Huge chunks of debris ripped through this block and the next when the ship fell, shearing straight through the buildings, turning everything above head height to rubble—on the ground floors, some of the doorways are still intact, offering glimpses inside, their upper stories spilling out into the street. They were apartments and offices, mostly, and clothes lie strewn across broken tables and chairs, electronics turned to so much recyc and wiring. Then there are the bundles I thought at first were clothes—the crumpled bodies, silent where they fell.
I pause to adjust my pack, then make my way through the broken lower level of a law firm, reception desks and ornamental plants crushed beneath piles of rubble. It’s half-dark in here, and I place my feet carefully to keep my footfalls silent, avoid the telltale crunch of debris. I can see light on the far side, and I’m hoping there’s an open section of road if I can get across there.
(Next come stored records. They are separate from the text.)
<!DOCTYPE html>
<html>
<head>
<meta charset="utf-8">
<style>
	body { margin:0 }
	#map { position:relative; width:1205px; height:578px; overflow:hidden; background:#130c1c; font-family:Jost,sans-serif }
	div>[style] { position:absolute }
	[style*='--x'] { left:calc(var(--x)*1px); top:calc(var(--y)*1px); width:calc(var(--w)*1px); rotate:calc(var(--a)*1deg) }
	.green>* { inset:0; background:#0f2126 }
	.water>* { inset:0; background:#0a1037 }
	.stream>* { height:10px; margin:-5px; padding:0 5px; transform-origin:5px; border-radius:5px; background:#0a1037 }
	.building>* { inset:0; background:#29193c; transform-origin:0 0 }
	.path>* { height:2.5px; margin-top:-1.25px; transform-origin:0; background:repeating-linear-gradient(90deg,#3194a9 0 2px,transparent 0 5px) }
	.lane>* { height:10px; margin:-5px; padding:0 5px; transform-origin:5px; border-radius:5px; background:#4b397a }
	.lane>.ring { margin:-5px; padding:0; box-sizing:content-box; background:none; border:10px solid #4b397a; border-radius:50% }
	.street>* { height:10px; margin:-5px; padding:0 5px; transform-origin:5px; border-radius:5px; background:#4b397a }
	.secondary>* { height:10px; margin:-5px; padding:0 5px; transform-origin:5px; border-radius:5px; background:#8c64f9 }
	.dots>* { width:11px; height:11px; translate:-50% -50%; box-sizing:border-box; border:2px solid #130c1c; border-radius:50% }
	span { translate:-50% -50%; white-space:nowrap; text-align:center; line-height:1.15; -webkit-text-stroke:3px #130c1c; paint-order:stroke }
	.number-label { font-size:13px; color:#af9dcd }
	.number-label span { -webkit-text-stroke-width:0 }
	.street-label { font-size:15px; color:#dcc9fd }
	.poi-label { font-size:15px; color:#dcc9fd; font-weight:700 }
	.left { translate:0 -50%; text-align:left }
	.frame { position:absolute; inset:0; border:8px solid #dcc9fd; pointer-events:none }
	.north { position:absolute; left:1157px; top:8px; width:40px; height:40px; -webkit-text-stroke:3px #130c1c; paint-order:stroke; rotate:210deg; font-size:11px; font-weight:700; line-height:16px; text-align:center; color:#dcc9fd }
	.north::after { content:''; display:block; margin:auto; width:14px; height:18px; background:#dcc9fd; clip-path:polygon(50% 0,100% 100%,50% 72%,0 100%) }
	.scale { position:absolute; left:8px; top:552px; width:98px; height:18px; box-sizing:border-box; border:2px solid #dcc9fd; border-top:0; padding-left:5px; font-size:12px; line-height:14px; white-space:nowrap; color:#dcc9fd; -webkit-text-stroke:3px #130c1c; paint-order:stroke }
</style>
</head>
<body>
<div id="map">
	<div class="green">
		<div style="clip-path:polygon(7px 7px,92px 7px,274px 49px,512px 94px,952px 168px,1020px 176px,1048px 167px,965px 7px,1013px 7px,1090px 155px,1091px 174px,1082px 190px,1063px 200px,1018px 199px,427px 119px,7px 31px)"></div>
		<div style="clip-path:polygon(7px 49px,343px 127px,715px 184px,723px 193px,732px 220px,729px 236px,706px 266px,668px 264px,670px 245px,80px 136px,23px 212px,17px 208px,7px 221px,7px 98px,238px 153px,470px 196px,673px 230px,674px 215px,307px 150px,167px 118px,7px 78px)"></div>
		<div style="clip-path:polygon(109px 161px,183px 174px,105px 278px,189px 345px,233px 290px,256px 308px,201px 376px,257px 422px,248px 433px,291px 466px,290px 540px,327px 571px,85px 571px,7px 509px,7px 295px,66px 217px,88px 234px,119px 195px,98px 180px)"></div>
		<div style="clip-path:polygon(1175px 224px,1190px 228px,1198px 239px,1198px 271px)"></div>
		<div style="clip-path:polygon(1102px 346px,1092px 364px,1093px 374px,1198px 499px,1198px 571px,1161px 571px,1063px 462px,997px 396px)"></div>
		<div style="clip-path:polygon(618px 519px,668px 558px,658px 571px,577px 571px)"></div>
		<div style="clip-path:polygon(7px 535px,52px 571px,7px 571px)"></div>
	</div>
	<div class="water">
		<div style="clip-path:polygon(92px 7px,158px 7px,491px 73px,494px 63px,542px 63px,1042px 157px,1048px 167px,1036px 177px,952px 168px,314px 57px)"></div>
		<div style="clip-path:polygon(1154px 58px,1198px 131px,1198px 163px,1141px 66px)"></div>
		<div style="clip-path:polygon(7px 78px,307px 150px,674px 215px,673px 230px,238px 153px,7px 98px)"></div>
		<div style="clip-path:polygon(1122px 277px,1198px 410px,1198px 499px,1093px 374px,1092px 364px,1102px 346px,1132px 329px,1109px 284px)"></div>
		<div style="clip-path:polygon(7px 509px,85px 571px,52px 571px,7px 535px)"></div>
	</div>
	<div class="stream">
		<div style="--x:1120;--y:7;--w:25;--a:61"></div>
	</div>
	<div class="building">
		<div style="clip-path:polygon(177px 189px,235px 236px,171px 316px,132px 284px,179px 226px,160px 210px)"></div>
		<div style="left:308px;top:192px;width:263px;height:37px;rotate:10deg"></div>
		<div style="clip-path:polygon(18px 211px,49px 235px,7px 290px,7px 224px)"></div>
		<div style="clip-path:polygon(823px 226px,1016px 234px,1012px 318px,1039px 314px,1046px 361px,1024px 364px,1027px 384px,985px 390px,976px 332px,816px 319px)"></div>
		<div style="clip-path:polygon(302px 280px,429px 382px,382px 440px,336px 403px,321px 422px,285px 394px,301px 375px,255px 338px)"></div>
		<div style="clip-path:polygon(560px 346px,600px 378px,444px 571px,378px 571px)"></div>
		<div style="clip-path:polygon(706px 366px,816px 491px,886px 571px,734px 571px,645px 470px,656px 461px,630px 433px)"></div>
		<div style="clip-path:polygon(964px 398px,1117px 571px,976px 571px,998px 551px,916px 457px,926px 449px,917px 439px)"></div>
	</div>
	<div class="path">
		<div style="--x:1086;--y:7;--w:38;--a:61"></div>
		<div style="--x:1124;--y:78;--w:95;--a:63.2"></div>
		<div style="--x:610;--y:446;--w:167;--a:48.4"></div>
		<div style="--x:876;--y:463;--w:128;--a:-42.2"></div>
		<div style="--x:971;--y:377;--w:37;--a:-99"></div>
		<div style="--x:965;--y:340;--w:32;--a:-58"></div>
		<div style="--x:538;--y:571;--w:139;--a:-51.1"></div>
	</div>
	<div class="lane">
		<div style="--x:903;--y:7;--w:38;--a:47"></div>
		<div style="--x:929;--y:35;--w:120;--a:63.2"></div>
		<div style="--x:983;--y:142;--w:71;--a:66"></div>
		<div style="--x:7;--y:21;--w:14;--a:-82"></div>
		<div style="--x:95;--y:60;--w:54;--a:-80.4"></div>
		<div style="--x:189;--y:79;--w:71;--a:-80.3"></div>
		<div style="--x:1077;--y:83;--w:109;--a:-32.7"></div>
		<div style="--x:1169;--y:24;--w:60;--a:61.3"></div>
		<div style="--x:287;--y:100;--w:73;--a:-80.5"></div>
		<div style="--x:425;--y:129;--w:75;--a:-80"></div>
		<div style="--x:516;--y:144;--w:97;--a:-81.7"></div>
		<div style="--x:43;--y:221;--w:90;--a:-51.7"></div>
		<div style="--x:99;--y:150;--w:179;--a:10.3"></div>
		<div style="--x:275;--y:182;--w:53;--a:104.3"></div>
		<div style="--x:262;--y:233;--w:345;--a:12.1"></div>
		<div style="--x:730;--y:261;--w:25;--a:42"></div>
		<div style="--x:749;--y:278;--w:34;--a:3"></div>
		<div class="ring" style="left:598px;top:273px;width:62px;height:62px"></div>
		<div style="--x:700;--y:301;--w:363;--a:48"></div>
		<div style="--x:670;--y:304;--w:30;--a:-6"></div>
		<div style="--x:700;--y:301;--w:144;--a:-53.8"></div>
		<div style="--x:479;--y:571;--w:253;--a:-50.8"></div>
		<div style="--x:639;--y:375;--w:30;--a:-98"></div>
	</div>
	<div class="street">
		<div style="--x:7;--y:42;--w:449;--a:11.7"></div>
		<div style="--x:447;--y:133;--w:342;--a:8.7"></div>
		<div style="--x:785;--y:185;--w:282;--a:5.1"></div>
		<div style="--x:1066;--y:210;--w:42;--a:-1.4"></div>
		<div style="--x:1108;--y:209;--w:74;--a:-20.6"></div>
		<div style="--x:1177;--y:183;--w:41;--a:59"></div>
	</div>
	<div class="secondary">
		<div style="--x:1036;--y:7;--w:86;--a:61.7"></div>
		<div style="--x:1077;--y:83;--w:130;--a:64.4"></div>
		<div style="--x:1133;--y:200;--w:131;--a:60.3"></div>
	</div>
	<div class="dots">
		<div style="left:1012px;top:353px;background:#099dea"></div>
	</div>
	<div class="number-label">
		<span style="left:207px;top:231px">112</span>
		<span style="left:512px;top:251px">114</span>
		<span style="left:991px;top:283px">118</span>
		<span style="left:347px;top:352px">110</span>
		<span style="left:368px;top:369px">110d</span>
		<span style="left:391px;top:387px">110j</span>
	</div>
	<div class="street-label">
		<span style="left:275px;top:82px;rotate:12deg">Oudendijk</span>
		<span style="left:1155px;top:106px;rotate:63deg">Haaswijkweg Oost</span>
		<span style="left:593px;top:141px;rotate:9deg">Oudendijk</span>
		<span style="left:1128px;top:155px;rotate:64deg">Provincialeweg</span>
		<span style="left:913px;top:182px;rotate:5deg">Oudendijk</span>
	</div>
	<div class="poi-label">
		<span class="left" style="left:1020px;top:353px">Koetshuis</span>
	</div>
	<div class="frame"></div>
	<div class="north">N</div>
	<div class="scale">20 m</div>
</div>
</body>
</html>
I climb over a fallen girder blocking a doorway, easing my head through the gap to check what’s on the other side. In a blur of movement, something comes swinging toward me. I duck, my torso hitting the girder and knocking the wind out of me. The iron bar—because that’s what it is—smashes against the doorframe with a clang. I throw myself back into the room I came from, scrambling across the rubble with no thought for the noise, my blood roaring in my ears, my body alive with electricity.
There’s a figure in the doorway, vaulting the girder to come after me in one smooth movement, lifting the bar again. I roll to the side, jamming myself under a broken desk that will give me a moment’s shelter, kicking at the far side of it to smash an exit point. I’m too broad for it, but I drive one boot into the splintered desk over and over, desperately trying to escape before the iron bar comes swinging down again.
Except it doesn’t.
“Gideon?” Tarver’s crouching beside the desk, the bar in one hand. “What the hell are you doing? I nearly killed you.”
“I noticed,” I murmur, letting my head drop back to hit the rubble beneath me with a thump.
“Quick, we made too much noise.” He’s instantly businesslike, offering me a hand to haul me out from under the desk. “They’ll be here in a minute.”